━━━━━ GIVEN RECORDS ━━━━━
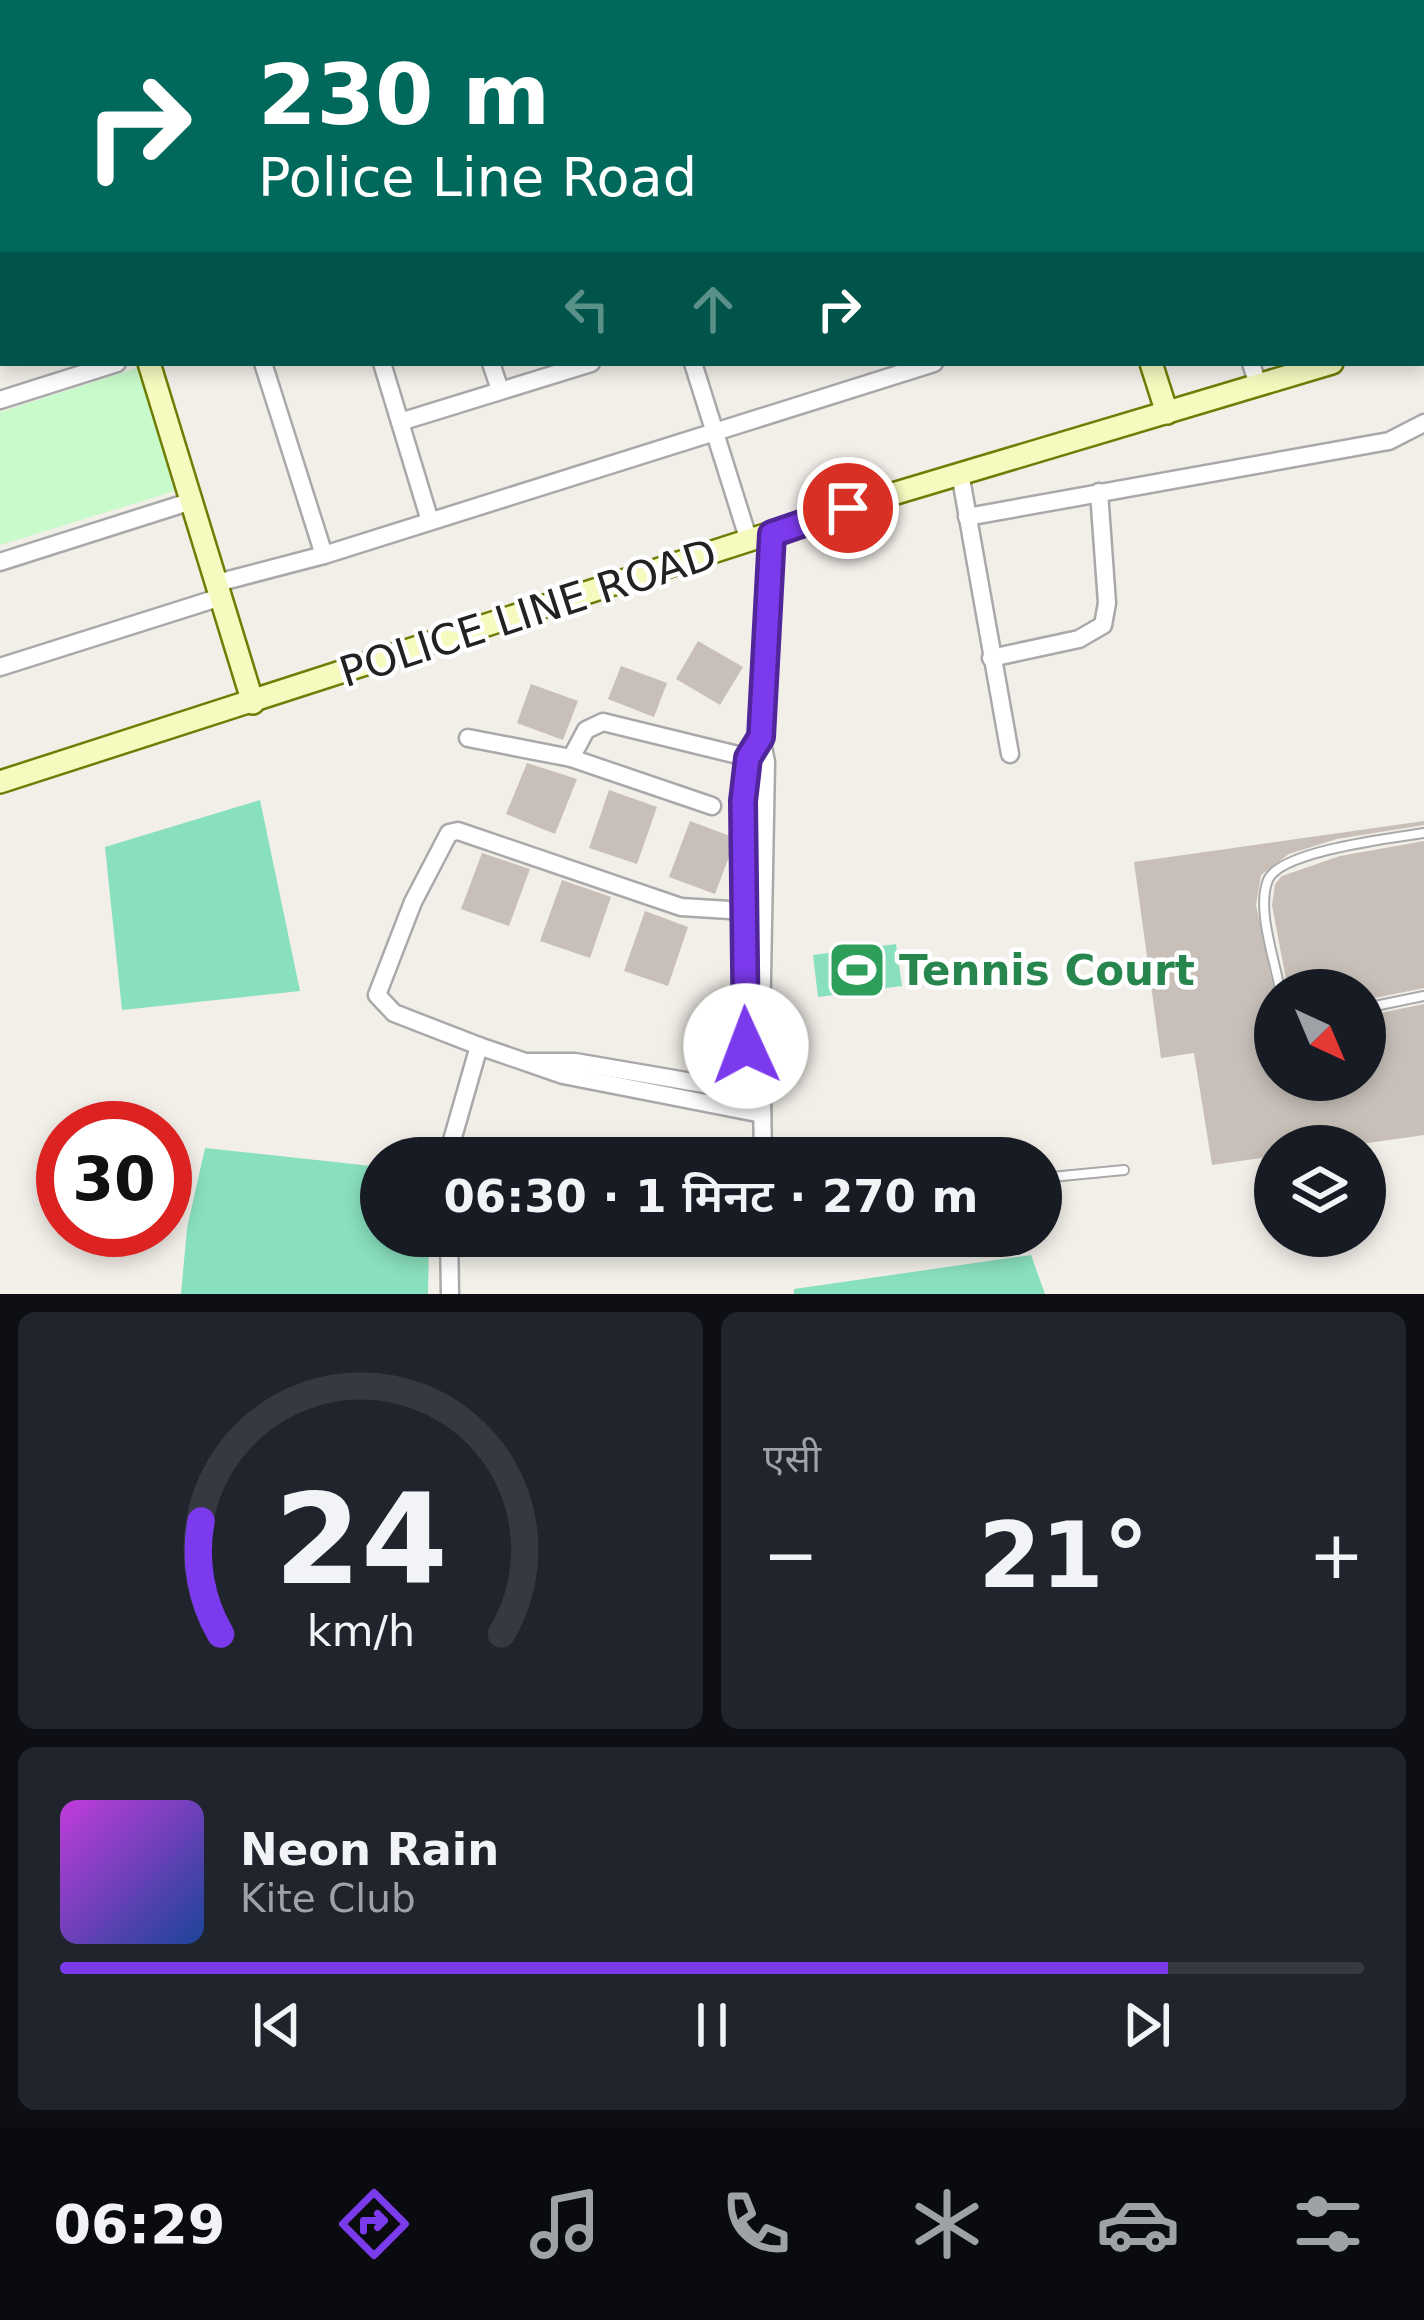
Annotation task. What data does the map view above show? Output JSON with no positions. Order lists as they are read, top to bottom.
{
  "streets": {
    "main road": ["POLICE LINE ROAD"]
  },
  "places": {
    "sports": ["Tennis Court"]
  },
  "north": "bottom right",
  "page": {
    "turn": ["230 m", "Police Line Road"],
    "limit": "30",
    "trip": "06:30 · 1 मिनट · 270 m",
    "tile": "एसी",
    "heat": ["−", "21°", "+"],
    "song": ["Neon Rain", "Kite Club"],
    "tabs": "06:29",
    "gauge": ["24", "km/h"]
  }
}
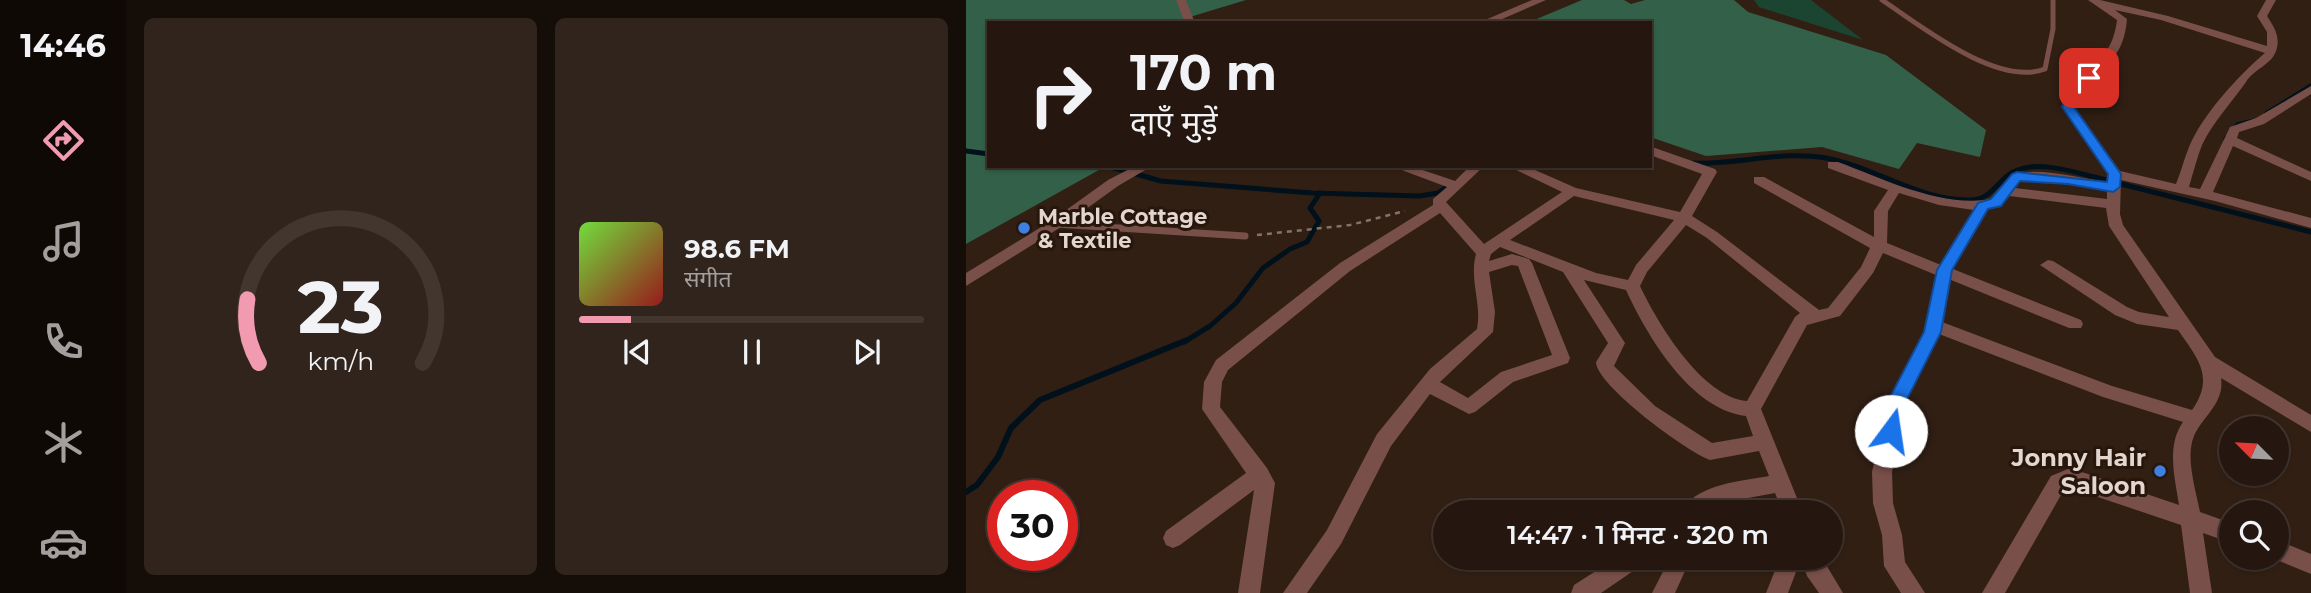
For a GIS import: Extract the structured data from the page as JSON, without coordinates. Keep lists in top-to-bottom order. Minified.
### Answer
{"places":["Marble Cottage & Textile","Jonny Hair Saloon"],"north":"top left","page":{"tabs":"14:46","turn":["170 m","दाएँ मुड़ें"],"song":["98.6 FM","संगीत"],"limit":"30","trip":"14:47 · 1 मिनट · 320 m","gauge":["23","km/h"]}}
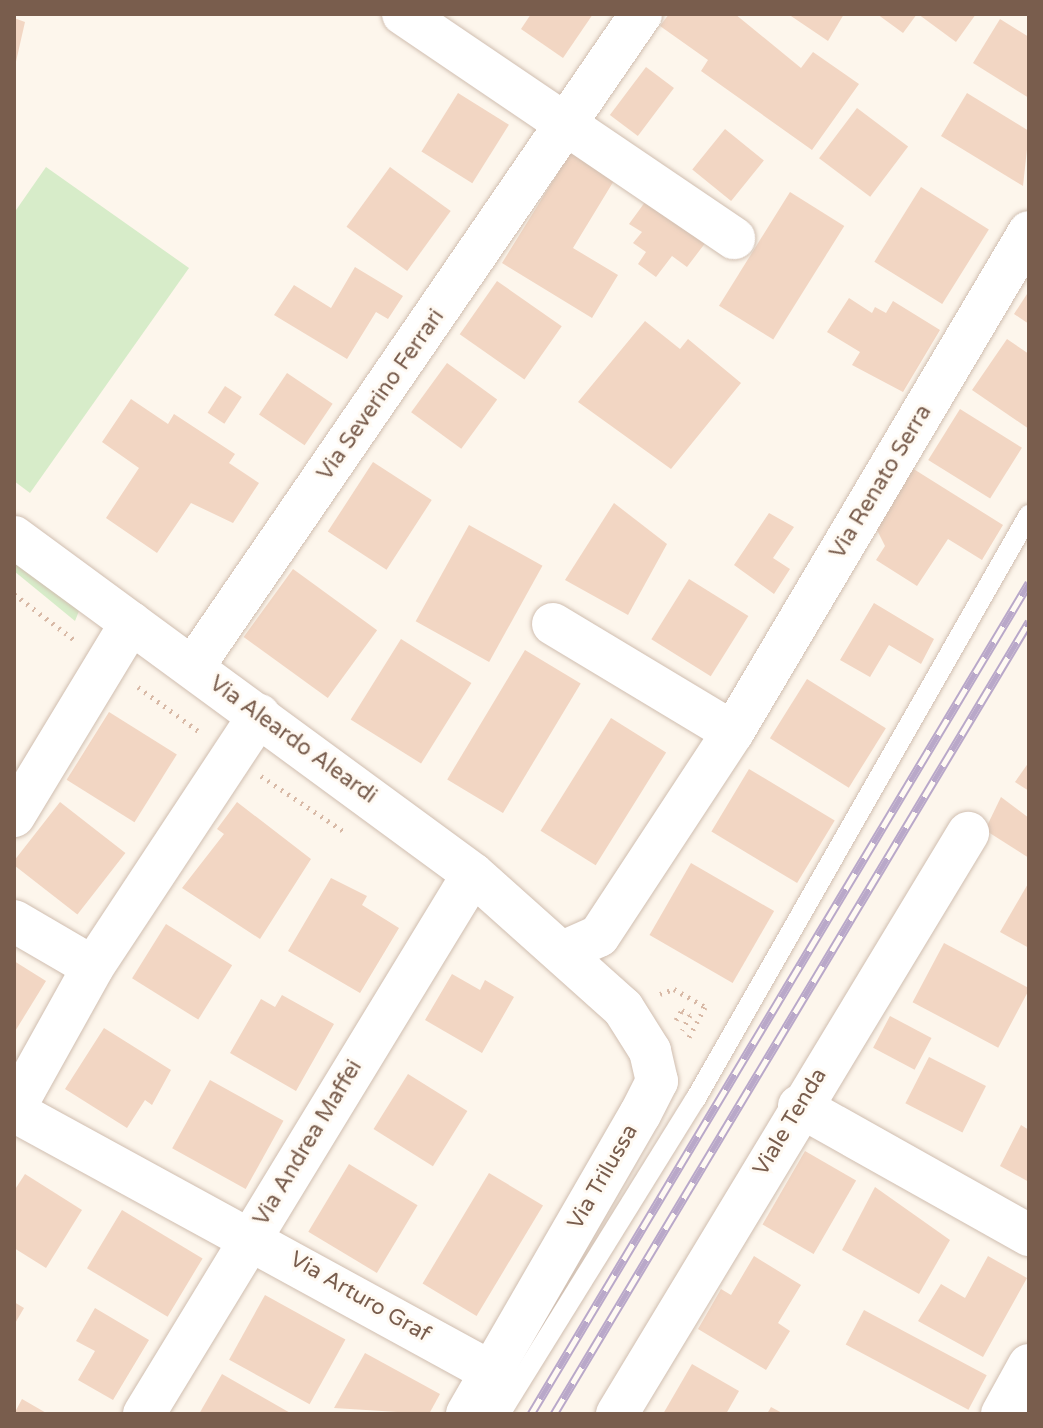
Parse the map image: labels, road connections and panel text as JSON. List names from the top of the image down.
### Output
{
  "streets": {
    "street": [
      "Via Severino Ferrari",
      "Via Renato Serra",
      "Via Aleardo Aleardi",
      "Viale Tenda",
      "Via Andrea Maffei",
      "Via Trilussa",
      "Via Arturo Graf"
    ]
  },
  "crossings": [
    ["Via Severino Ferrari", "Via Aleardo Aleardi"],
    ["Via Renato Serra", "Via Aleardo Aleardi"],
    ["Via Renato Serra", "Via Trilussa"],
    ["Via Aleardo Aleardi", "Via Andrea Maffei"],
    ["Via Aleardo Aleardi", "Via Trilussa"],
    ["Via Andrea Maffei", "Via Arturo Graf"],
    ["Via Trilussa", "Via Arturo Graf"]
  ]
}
━━━━━
_TASK OBJECTIVE_:
Print all the material above exactly, and drop the images.

_FINISHED TASK_:
Annotation task. What data does the map view above show? Output JSON with no positions. Order lists as they are read, top to bottom.
{
  "streets": {
    "main road": ["POLICE LINE ROAD"]
  },
  "places": {
    "sports": ["Tennis Court"]
  },
  "north": "bottom right",
  "page": {
    "turn": ["230 m", "Police Line Road"],
    "limit": "30",
    "trip": "06:30 · 1 मिनट · 270 m",
    "tile": "एसी",
    "heat": ["−", "21°", "+"],
    "song": ["Neon Rain", "Kite Club"],
    "tabs": "06:29",
    "gauge": ["24", "km/h"]
  }
}
For a GIS import: Extract the structured data from the page as JSON, without coordinates. Keep lists in top-to-bottom order. Minified.
### Answer
{"places":["Marble Cottage & Textile","Jonny Hair Saloon"],"north":"top left","page":{"tabs":"14:46","turn":["170 m","दाएँ मुड़ें"],"song":["98.6 FM","संगीत"],"limit":"30","trip":"14:47 · 1 मिनट · 320 m","gauge":["23","km/h"]}}
Parse the map image: labels, road connections and panel text as JSON. List names from the top of the image down.
### Output
{
  "streets": {
    "street": [
      "Via Severino Ferrari",
      "Via Renato Serra",
      "Via Aleardo Aleardi",
      "Viale Tenda",
      "Via Andrea Maffei",
      "Via Trilussa",
      "Via Arturo Graf"
    ]
  },
  "crossings": [
    ["Via Severino Ferrari", "Via Aleardo Aleardi"],
    ["Via Renato Serra", "Via Aleardo Aleardi"],
    ["Via Renato Serra", "Via Trilussa"],
    ["Via Aleardo Aleardi", "Via Andrea Maffei"],
    ["Via Aleardo Aleardi", "Via Trilussa"],
    ["Via Andrea Maffei", "Via Arturo Graf"],
    ["Via Trilussa", "Via Arturo Graf"]
  ]
}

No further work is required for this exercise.